== Problem statement ==
All of the data below is to be copied again without changes.

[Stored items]

Start of Block

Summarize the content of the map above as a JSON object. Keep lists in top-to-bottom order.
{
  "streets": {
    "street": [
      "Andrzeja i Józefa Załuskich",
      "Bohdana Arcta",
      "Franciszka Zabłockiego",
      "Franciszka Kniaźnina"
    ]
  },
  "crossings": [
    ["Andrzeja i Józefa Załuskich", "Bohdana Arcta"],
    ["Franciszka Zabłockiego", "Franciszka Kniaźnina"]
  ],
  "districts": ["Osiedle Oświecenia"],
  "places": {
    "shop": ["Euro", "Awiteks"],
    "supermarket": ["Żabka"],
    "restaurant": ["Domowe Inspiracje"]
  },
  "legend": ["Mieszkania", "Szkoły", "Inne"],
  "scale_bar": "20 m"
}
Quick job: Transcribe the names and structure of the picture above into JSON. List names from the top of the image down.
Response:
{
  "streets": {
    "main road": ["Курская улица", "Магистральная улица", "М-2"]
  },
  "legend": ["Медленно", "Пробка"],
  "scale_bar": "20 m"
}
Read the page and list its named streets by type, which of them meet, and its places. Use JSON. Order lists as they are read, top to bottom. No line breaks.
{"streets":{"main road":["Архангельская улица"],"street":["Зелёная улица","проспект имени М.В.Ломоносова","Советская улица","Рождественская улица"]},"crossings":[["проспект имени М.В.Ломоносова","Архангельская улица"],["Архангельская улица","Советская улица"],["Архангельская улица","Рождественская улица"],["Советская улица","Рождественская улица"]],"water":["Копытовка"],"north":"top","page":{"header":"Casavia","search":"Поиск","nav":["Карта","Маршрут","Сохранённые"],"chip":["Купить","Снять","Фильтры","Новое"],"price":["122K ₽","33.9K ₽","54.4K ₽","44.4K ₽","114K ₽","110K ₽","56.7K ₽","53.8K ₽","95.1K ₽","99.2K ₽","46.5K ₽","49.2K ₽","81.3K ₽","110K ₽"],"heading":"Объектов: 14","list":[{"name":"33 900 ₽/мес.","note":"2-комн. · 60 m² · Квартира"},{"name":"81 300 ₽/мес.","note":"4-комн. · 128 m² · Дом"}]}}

End of Block

== Result below ==
Summarize the content of the map above as a JSON object. Keep lists in top-to-bottom order.
{
  "streets": {
    "street": [
      "Andrzeja i Józefa Załuskich",
      "Bohdana Arcta",
      "Franciszka Zabłockiego",
      "Franciszka Kniaźnina"
    ]
  },
  "crossings": [
    ["Andrzeja i Józefa Załuskich", "Bohdana Arcta"],
    ["Franciszka Zabłockiego", "Franciszka Kniaźnina"]
  ],
  "districts": ["Osiedle Oświecenia"],
  "places": {
    "shop": ["Euro", "Awiteks"],
    "supermarket": ["Żabka"],
    "restaurant": ["Domowe Inspiracje"]
  },
  "legend": ["Mieszkania", "Szkoły", "Inne"],
  "scale_bar": "20 m"
}
Quick job: Transcribe the names and structure of the picture above into JSON. List names from the top of the image down.
Response:
{
  "streets": {
    "main road": ["Курская улица", "Магистральная улица", "М-2"]
  },
  "legend": ["Медленно", "Пробка"],
  "scale_bar": "20 m"
}
Read the page and list its named streets by type, which of them meet, and its places. Use JSON. Order lists as they are read, top to bottom. No line breaks.
{"streets":{"main road":["Архангельская улица"],"street":["Зелёная улица","проспект имени М.В.Ломоносова","Советская улица","Рождественская улица"]},"crossings":[["проспект имени М.В.Ломоносова","Архангельская улица"],["Архангельская улица","Советская улица"],["Архангельская улица","Рождественская улица"],["Советская улица","Рождественская улица"]],"water":["Копытовка"],"north":"top","page":{"header":"Casavia","search":"Поиск","nav":["Карта","Маршрут","Сохранённые"],"chip":["Купить","Снять","Фильтры","Новое"],"price":["122K ₽","33.9K ₽","54.4K ₽","44.4K ₽","114K ₽","110K ₽","56.7K ₽","53.8K ₽","95.1K ₽","99.2K ₽","46.5K ₽","49.2K ₽","81.3K ₽","110K ₽"],"heading":"Объектов: 14","list":[{"name":"33 900 ₽/мес.","note":"2-комн. · 60 m² · Квартира"},{"name":"81 300 ₽/мес.","note":"4-комн. · 128 m² · Дом"}]}}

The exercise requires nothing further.